Quienes asumen teorías conspirativas, con todos sus superlativos, siempre proclaman que la supervivencia de la humanidad está en juego. Y siempre hay un enemigo; aquí, el judío bolchevique. En este caso, funcionó.

La persecución de los judíos dio comienzo tan pronto como Hitler accedió a la cancillería, en enero de 1933. Fue un proceso extremadamente burocrático, sistemático y retorcido. En marzo de ese año, las SS montaron en Dachau un primer campo para presos políticos. Cinco años después, se convertiría en el primer campo de concentración de la Segunda Guerra Mundial. La maquinaria propagandística se encargó de difundir teorías de higiene racial que afirmaban que los judíos eran portadores de una lacra genética. Al poco tiempo comenzaron los despidos de judíos y la confiscación de sus bienes.

Para Otto Frank, el decreto que segregaba a los niños judíos y a los gentiles en las escuelas y que obligó a su hija mayor, Margot, a sentarse apartada de sus compañeros, fue la gota que colmó el vaso.
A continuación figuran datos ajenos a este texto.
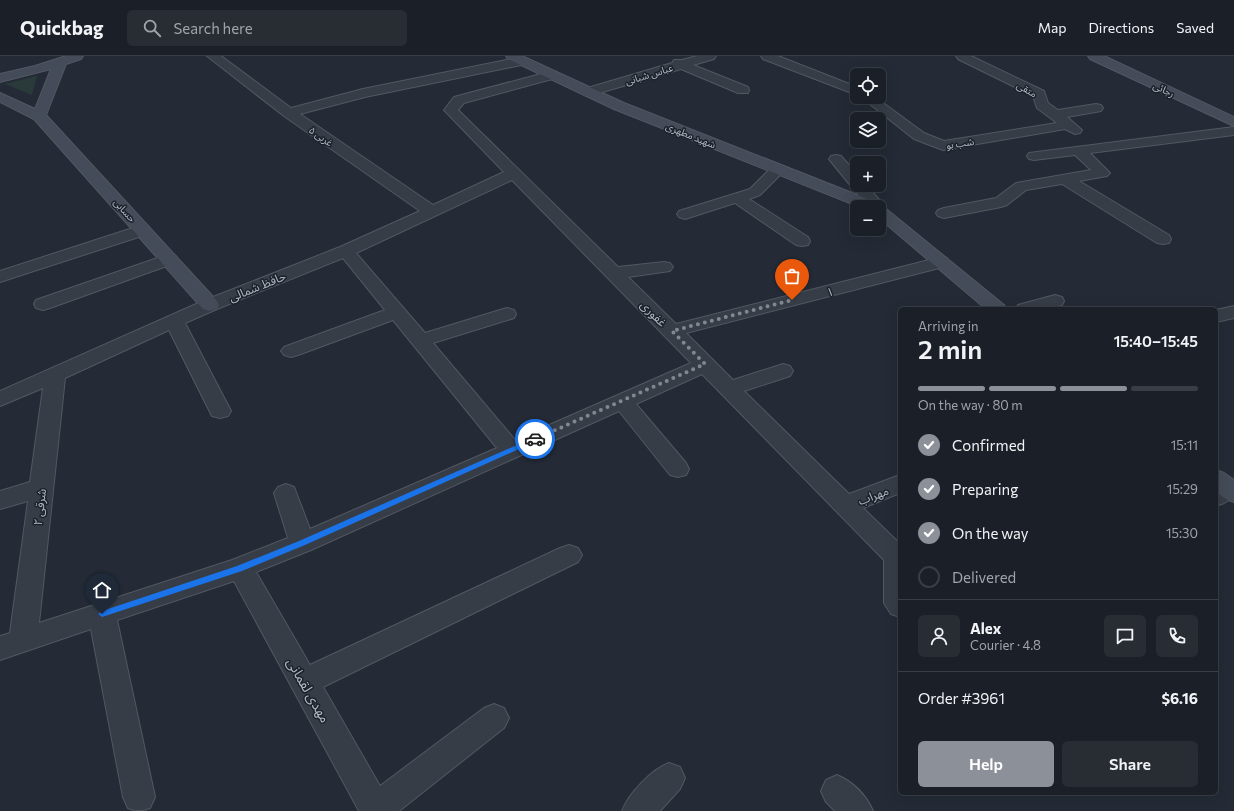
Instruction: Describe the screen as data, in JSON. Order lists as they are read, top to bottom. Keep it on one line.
{"streets":{"street":["عباس شبانی","متقی","رجائی","شهید مطهری","۵ غربی","شب بو","حسابی","حافظ شمالی","۱","غفوری","مهراب","۲ شرقی","مهدی لقمانی"]},"crossings":[["عباس شبانی","شهید مطهری"],["متقی","شب بو"],["شهید مطهری","غفوری"],["۵ غربی","حافظ شمالی"],["حسابی","حافظ شمالی"],["حافظ شمالی","غفوری"],["حافظ شمالی","۲ شرقی"],["۱","غفوری"],["غفوری","مهراب"]],"page":{"header":"Quickbag","search":"Search here","nav":["Map","Directions","Saved"],"map_buttons":["+","−"],"heading":["2 min","Arriving in","15:40–15:45"],"panel":["Alex","Courier · 4.8","Order #3961","$6.16"],"bar":"On the way · 80 m","list":[["Confirmed","15:11"],["Preparing","15:29"],["On the way","15:30"],"Delivered"],"buttons":["Help","Share"]}}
No educaría a sus hijas, dijo, «como caballos con anteojeras, ajenas al paisaje social de fuera de su pequeño círculo».[3] Quería que estuvieran integradas en la sociedad, no aisladas como seres inferiores, como parias, y, por extensión, deseaba que su país estuviera integrado en el mundo, no aislado por un grotesco sentido de la superioridad aria.

Tenía cuarenta y cuatro años y era alemán por los cuatro costados —su temple prusiano hacía sonreír a sus amigos—, pero además poseía el don de la clarividencia. En enero de 1933, su esposa y él estaban cenando con unos amigos alemanes cuando la radio dio la noticia de que Hitler había ganado las elecciones. Edith y él se miraron espantados cuando sus amigos comentaron: «¡A ver qué puede hacer el hombre!».[4] Para esos amigos, Hitler era el hombre fuerte que pondría orden en Alemania y haría que el país recuperara su grandeza tras la terrible depresión. Creían que sus «excentricidades» podían soslayarse.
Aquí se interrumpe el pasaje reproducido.